CD38 plays key roles in both antioxidation and cell survival of H2O2-treated primary rodent astrocytes.

CD38 is an ecto-enzyme that consumes NAD+ to produce cyclic ADP-ribose (cADPR) --- a potent agonist of ryanodine receptors. Recent studies have suggested CD38 may play significant roles in both ischemic brain injury and traumatic brain injury, while the mechanisms underlying the roles of CD38 in neurological diseases remain unclear. Because oxidative stress plays key roles in both ischemic brain damage and traumatic brain damage, in this study we used primary astrocyte cultures as a experimental model to test our hypothesis that CD38 may play significant roles in oxidative stress-induced neural cell death.
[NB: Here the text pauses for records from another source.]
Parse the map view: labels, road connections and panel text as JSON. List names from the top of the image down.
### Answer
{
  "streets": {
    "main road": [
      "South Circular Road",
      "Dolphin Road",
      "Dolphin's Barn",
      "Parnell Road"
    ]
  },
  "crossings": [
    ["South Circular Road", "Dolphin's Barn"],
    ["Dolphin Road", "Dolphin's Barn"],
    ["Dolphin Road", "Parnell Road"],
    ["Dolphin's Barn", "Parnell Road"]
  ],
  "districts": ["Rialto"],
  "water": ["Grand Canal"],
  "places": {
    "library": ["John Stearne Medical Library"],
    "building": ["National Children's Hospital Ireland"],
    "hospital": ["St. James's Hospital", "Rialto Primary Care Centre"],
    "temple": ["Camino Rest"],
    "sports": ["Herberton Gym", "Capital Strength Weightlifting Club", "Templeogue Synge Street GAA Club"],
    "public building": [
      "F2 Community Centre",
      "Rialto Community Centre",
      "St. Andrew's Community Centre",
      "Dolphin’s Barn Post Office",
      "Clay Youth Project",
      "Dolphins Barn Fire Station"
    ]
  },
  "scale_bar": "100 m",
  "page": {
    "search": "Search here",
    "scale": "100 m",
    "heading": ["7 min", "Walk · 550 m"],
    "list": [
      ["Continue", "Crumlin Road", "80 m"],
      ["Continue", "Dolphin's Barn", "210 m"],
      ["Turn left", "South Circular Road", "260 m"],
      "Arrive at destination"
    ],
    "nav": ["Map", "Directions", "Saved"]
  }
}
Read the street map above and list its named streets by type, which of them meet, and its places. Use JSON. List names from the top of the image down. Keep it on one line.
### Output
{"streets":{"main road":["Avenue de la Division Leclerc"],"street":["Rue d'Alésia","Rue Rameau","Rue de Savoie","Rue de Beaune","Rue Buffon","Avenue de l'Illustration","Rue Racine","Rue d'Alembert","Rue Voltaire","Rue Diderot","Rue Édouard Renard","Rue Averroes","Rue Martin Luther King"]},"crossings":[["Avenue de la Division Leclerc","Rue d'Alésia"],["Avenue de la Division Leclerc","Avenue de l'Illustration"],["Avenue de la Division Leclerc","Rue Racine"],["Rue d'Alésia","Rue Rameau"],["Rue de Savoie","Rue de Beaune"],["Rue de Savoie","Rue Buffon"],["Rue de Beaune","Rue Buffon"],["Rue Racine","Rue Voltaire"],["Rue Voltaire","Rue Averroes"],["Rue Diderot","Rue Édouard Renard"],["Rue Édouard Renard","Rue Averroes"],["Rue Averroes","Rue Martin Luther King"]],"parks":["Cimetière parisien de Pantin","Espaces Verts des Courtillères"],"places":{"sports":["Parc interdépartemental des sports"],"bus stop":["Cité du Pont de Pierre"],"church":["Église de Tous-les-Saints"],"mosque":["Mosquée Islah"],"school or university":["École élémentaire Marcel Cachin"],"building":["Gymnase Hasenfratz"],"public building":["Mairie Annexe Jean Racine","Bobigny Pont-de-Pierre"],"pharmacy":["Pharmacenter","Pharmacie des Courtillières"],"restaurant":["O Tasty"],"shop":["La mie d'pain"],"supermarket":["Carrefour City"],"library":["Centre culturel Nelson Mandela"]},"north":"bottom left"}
We found CD38 siRNA-produced decrease in CD38 levels can lead to a significant increase in H2O2-induced astrocyte death. Moreover, the CD38 siRNA treatment can significantly aggravate oxidative stress in the H2O2-treated cells, as indicated by increases in both superoxide and lipid peroxidation, suggesting that CD38 is required for maintaining the antioxidation capacity of the cells. We also found that H2O2 can induce increased CD38 expression. Collectively, our study has obtained novel findings suggesting that CD38 plays a significant role in both antioxidation and cell survival of reactive oxygen species-exposed primary astrocytes, suggesting that CD38 may become a novel target for decreasing the oxidative damage in neurological disorders.